= Aquacultural engineering =

Aquacultural engineering is a multidisciplinary field of engineering and that aims to solve technical problems associated with farming aquatic vertebrates, invertebrates, and algae. Common aquaculture systems requiring optimization and engineering include sea cages, ponds, and recirculating systems. The design and management of these systems is based on their production goals and the economics of the farming operation.

Aquaculture technology is varied with design and development requiring knowledge of mechanical, biological and environmental systems along with material engineering and instrumentation. Furthermore, engineering techniques often involve solutions borrowed from wastewater treatment, fisheries, and traditional agriculture.

Aquacultural engineering has played a role in the expansion of the aquaculture industry, which now accounts for half of all seafood products consumed in the world. To identify effective solutions the discipline is combined with both fish physiology and business economics knowledge.
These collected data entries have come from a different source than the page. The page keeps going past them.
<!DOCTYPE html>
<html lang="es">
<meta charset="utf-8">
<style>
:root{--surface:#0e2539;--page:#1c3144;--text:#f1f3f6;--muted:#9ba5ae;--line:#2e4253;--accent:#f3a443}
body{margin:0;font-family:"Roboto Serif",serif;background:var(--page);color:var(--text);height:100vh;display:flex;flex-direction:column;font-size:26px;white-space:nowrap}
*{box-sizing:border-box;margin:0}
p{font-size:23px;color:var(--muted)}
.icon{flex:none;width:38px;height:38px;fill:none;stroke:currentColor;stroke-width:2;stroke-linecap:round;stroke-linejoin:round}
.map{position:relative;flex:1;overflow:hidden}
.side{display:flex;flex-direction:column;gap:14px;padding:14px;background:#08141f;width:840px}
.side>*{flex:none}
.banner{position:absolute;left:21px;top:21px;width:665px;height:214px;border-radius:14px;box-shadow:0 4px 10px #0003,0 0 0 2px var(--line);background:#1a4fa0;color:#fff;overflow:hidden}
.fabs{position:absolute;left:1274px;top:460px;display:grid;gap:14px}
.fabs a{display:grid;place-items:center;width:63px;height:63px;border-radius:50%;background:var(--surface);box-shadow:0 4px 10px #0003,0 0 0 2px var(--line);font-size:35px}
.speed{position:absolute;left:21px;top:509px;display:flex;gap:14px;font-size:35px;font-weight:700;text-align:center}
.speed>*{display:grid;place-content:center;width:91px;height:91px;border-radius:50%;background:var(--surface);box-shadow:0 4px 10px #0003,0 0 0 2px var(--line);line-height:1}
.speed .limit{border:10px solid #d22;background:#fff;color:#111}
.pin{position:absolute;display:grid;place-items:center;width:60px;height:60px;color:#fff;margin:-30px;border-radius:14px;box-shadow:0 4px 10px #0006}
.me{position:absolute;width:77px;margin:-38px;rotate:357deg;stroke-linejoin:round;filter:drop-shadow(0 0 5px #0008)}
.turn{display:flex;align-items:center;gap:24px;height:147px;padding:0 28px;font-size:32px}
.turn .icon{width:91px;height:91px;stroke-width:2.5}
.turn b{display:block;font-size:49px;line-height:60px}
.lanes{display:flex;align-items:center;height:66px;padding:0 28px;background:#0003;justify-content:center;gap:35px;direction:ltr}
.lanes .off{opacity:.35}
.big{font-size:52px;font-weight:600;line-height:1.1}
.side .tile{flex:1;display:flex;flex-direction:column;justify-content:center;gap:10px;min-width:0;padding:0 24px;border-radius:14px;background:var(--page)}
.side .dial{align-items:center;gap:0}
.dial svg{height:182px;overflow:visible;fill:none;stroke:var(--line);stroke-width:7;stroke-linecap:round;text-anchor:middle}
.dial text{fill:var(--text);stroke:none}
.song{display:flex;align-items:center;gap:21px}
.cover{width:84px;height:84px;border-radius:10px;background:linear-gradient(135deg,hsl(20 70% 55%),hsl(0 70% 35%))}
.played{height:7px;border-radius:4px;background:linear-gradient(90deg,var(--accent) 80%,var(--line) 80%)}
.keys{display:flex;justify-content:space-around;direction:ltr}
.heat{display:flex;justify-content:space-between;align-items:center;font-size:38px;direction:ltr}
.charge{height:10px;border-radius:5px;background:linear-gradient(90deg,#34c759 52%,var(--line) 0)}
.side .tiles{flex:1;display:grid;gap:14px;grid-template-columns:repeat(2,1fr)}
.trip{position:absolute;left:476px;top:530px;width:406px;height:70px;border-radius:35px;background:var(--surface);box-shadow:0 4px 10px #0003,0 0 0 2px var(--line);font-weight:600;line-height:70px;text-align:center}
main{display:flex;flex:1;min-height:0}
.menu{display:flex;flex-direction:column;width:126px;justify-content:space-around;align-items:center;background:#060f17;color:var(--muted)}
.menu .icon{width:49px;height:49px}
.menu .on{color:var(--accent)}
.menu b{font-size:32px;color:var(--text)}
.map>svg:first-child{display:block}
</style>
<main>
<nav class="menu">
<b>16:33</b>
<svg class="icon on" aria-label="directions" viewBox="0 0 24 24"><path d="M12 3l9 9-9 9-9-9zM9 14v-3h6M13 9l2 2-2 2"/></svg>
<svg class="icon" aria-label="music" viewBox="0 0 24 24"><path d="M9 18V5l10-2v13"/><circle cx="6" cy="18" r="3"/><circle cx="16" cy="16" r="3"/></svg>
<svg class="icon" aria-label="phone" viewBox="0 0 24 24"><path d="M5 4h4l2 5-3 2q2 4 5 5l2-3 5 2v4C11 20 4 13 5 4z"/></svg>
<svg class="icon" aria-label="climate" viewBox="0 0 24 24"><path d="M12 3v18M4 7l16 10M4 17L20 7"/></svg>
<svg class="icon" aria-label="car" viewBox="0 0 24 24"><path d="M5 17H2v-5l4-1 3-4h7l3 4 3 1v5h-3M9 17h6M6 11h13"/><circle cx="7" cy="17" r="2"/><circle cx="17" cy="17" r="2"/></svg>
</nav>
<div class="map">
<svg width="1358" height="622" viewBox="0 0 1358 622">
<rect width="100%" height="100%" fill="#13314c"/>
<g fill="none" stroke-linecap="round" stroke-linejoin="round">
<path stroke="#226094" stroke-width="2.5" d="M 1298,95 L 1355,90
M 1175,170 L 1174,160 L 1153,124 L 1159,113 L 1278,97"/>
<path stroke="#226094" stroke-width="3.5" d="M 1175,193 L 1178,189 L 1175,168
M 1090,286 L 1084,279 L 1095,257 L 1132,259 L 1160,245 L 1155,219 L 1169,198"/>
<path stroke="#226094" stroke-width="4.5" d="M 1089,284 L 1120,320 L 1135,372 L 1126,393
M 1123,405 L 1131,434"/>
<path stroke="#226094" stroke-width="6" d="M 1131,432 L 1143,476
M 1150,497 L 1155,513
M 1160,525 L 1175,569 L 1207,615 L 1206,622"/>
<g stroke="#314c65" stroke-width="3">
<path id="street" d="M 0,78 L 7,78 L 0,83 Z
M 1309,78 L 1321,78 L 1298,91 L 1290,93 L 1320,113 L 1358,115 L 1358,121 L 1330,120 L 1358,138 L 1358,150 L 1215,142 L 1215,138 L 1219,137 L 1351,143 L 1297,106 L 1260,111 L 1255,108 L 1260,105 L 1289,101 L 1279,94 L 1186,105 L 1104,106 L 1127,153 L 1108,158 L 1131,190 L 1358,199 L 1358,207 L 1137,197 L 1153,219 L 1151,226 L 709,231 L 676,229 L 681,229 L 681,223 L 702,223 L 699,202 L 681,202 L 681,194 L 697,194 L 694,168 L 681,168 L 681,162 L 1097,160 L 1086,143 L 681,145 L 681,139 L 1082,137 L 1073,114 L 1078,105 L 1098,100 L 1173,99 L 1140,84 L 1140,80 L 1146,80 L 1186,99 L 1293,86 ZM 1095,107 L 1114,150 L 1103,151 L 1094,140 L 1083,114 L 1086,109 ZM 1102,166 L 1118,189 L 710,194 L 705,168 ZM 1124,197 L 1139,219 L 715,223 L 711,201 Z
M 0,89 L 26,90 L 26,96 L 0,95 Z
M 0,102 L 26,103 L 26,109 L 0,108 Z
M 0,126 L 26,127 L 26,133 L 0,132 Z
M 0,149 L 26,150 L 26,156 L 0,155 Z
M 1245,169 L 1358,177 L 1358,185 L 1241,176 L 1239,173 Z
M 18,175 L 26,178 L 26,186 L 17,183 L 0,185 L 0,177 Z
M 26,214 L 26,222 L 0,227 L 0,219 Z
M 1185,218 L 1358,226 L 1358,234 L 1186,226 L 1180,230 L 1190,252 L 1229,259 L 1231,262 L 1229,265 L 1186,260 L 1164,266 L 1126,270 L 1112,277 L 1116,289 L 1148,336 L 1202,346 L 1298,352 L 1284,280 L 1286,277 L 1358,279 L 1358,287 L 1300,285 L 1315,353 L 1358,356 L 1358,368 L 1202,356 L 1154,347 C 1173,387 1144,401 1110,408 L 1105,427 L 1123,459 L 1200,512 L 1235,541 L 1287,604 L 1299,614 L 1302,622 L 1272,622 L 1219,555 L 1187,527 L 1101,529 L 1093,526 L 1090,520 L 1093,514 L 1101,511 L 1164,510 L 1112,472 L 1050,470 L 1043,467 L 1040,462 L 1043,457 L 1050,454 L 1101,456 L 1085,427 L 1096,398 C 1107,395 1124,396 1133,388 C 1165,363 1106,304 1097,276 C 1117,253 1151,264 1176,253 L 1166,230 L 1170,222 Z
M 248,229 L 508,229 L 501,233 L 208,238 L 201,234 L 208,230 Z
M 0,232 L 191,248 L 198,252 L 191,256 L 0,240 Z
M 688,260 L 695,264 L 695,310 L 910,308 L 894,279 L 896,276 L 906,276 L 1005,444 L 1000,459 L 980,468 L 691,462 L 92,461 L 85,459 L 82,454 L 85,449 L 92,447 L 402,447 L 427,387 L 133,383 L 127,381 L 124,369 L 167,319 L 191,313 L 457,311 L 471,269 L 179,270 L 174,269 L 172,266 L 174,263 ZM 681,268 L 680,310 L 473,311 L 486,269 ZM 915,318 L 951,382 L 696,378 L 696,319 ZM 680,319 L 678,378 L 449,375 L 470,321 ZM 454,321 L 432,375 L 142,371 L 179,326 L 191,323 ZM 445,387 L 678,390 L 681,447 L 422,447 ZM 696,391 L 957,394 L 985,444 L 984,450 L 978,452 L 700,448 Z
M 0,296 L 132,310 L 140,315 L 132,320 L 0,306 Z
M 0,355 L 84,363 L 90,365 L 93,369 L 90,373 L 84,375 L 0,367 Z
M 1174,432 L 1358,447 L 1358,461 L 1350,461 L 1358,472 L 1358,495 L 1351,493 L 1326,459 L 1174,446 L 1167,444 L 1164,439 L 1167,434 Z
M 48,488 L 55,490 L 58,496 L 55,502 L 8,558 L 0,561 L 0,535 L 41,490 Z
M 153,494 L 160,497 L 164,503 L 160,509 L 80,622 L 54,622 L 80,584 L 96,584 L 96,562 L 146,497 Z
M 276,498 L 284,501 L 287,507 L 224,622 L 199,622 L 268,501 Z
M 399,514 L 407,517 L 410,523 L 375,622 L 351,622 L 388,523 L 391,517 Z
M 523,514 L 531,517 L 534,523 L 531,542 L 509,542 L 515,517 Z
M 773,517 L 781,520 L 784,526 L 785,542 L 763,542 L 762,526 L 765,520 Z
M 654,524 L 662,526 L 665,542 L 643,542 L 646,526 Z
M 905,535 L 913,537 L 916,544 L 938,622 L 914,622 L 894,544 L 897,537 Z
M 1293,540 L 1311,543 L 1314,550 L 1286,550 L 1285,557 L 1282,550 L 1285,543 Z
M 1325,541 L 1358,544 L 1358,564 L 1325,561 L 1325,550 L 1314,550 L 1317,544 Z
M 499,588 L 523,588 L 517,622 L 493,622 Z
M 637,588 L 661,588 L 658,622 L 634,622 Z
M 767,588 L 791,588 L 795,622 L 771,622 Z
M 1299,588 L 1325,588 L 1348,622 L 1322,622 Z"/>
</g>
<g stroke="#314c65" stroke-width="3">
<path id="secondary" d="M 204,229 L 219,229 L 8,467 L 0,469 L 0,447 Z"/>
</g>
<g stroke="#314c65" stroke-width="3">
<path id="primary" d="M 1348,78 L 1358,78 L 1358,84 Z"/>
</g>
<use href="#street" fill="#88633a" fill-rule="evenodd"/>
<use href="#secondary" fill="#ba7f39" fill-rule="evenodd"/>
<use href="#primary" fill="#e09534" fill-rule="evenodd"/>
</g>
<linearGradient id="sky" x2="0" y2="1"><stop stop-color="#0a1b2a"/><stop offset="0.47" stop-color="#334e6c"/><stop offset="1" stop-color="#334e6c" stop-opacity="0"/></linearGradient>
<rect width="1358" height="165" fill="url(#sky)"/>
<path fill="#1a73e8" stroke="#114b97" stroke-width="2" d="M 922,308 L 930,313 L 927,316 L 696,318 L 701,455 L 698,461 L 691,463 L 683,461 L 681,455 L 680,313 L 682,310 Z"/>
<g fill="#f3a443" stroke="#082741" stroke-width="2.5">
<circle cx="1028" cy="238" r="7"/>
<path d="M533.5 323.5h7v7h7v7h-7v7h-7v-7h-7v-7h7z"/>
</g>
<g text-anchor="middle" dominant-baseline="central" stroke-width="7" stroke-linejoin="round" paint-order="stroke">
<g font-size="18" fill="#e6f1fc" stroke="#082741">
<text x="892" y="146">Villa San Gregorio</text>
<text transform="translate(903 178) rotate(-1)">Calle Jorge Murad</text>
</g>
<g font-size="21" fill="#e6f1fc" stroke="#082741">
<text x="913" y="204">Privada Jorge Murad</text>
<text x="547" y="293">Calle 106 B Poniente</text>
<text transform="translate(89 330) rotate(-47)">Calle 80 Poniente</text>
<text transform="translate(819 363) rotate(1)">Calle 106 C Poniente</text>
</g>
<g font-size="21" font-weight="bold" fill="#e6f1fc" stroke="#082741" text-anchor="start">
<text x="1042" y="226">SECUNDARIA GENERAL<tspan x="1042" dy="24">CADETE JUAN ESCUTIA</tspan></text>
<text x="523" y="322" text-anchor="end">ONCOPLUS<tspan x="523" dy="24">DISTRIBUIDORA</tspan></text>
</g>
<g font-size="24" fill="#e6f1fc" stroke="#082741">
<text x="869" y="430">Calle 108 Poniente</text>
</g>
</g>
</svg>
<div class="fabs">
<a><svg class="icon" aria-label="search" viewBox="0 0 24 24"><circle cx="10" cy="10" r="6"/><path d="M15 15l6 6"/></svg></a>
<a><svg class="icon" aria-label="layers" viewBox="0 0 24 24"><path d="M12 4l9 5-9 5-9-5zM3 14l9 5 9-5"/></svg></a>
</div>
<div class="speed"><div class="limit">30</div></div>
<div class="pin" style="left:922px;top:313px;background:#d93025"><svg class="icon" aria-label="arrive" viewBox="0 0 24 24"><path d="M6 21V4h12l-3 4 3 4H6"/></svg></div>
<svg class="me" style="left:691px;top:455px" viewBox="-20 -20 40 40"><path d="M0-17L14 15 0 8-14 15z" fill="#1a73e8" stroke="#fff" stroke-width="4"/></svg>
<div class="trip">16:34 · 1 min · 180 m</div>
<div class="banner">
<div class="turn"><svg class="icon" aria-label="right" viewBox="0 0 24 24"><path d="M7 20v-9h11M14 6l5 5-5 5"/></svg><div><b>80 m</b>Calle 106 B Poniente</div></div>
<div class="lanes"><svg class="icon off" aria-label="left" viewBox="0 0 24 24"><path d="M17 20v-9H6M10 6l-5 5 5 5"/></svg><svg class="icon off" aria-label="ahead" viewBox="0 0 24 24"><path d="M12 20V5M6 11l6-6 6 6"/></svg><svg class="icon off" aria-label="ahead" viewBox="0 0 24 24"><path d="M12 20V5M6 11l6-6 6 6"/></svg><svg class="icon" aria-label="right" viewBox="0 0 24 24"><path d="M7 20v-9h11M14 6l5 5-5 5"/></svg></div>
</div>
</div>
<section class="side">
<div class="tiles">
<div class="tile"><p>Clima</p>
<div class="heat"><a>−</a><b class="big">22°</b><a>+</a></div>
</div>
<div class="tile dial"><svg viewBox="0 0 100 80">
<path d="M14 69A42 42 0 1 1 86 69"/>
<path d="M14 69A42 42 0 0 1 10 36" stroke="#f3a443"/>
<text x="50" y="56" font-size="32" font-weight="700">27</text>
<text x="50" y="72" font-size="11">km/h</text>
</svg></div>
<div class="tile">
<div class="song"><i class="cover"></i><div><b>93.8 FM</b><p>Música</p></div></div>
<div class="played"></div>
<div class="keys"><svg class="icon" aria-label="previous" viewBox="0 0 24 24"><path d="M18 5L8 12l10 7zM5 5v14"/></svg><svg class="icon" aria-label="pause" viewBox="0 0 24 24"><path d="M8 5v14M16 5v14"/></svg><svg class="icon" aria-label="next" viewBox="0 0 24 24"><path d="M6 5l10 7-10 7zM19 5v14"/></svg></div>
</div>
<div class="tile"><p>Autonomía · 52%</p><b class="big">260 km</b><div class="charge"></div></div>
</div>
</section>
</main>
==Recirculating aquaculture systems==
Recirculating aquaculture systems often involve intensive, high-density culture of a species with limited water usage and extensive filtration. In a typical recirculating aquaculture system, a series of filtration steps maintains a high level of water quality that promotes rapid fish growth. Steps include solids removal, biofiltration, oxygenation, and pumping, with each one requiring different equipment and engineering considerations. Comprehensive instrumentation and sensor controls are required to monitor this equipment and the underlying water conditions such as temperature, dissolved oxygen, and pH. Development of recirculating aquaculture systems remains an active area of research, with continuing engineering advances needed to make the systems economically viable for culturing a wider range of species.

==Research==
The Journal of Aquacultural Engineering publishes engineers' studies related to the design and development of aquacultural systems. Worldwide, universities provide aquacultural engineering education often under the umbrella of agricultural or biological engineering.